OpenAI announced that GPT-5.5 Instant, the default model for free ChatGPT users, now performs comparably to its frontier Thinking models on health-related questions, according to the company’s evaluations. This update arrives amid growing scrutiny of AI-generated health answers, as highlighted by a recent Guardian investigation revealing inaccuracies in some Google AI Overviews, which led to the removal of certain Google AI features.
OpenAI claims GPT-5.5 Instant outperforms its predecessor, GPT-5.3 Instant, in evaluations conducted by its internal benchmarks, HealthBench and HealthBench Professional. The company reported a 71% decline in the rate of health responses flagged for factuality issues over two months, based on monitoring of live traffic.
In a separate comparison, OpenAI had physicians write responses to representative health queries. A distinct panel of doctors rated GPT-5.5 Instant’s responses higher than those crafted by physicians in measures of accuracy, communication, and completeness across a pool of 3,500 reviewed interactions. The company stated that the new model displayed fewer failure modes than previous versions and physicians, with reduced instances of missing important red flags or failing to request additional user context.
HealthBench, the benchmark used by OpenAI, was developed with input from over 260 physicians across 60 countries, who have assessed over 700,000 example responses. The figure of 260 physicians has been consistent since the launch of ChatGPT Health in January; however, results from the evaluations have not been made available for external review.

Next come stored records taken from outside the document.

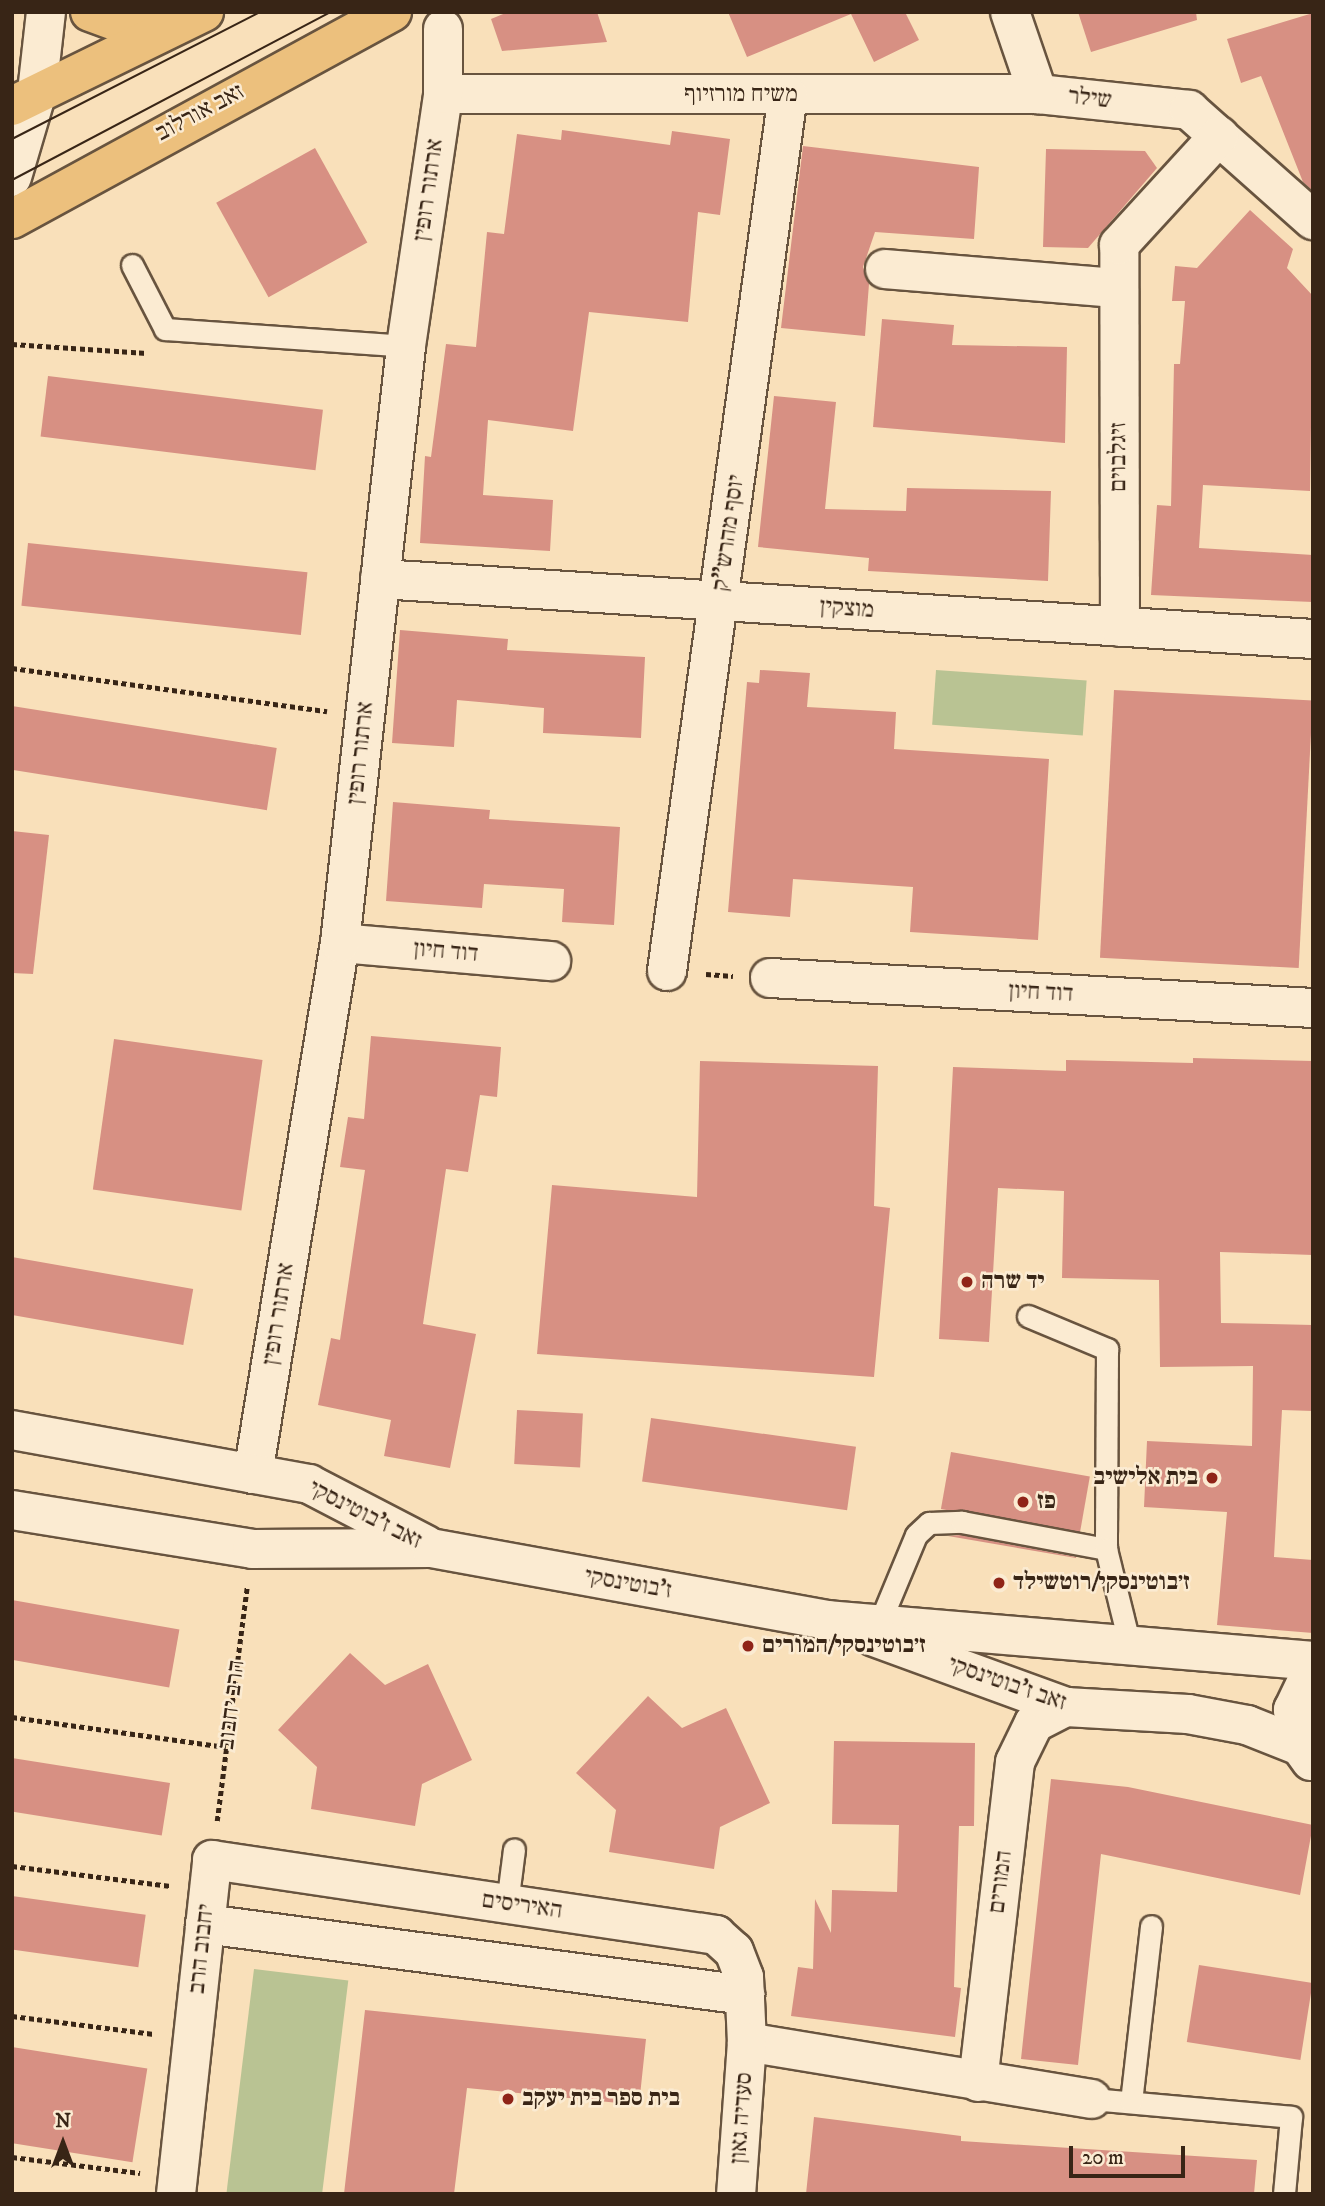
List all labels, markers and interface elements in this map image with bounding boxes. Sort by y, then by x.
street label: זאב אורלוב [151,78,249,148]
street label: משיח מורזיוף [684,81,798,109]
street label: שילר [1067,82,1113,116]
street label: ארתור רופין [408,137,450,243]
street label: זיגלבוים [1105,422,1133,492]
street label: יוסף מהרש"ק [707,473,751,593]
street label: מוצקין [819,593,875,625]
street label: ארתור רופין [341,700,381,806]
street label: דוד חיון [412,935,480,969]
street label: דוד חיון [1008,977,1074,1009]
street label: ארתור רופין [257,1261,301,1367]
place label: יד שרה [981,1268,1045,1296]
marker: יד שרה [959,1274,975,1290]
place label: בית אלישיב [1094,1464,1198,1492]
marker: בית אלישיב [1204,1470,1220,1486]
street label: זאב ז'בוטינסקי [303,1474,427,1556]
place label: פז [1037,1488,1056,1516]
marker: פז [1015,1494,1031,1510]
street label: ז'בוטינסקי [582,1562,674,1606]
place label: ז׳בוטינסקי/רוטשילד [1013,1569,1190,1597]
marker: ז׳בוטינסקי/רוטשילד [991,1575,1007,1591]
place label: ז׳בוטינסקי/המורים [762,1632,926,1660]
marker: ז׳בוטינסקי/המורים [740,1638,756,1654]
street label: זאב ז'בוטינסקי [944,1650,1070,1718]
street label: הרב יחבוב [212,1658,252,1752]
street label: המורים [983,1849,1019,1915]
street label: האיריסים [480,1886,564,1926]
street label: יחבוב הרב [183,1903,221,1995]
street label: סעדיה גאון [724,2071,760,2165]
place label: בית ספר בית יעקב [522,2085,680,2113]
marker: בית ספר בית יעקב [500,2091,516,2107]
north arrow [28,2108,98,2178]
text: N [55,2110,71,2133]
scale bar [1073,2132,1188,2176]
text: 20 m [1082,2145,1124,2171]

OpenAI indicated that more than 230 million users inquire about health and wellness topics through ChatGPT weekly, highlighting this use case as one of the most significant for the chatbot. Health topics are also prioritized in OpenAI’s policies, which prohibit running advertisements in health-related discussions.

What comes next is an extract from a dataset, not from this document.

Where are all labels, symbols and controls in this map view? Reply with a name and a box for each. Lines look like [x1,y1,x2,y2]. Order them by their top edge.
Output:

According to an Ahrefs analysis, medical queries receive the highest exposure rate for AI-generated answers, indicating a potential shift in demand towards ChatGPT’s free tier. OpenAI’s claims about accuracy are based on in-house evaluations, creating challenges for external validation. The future implications of these developments, particularly regarding how they may affect citations and the responsibility of practitioners for verifying AI responses, remain unclear.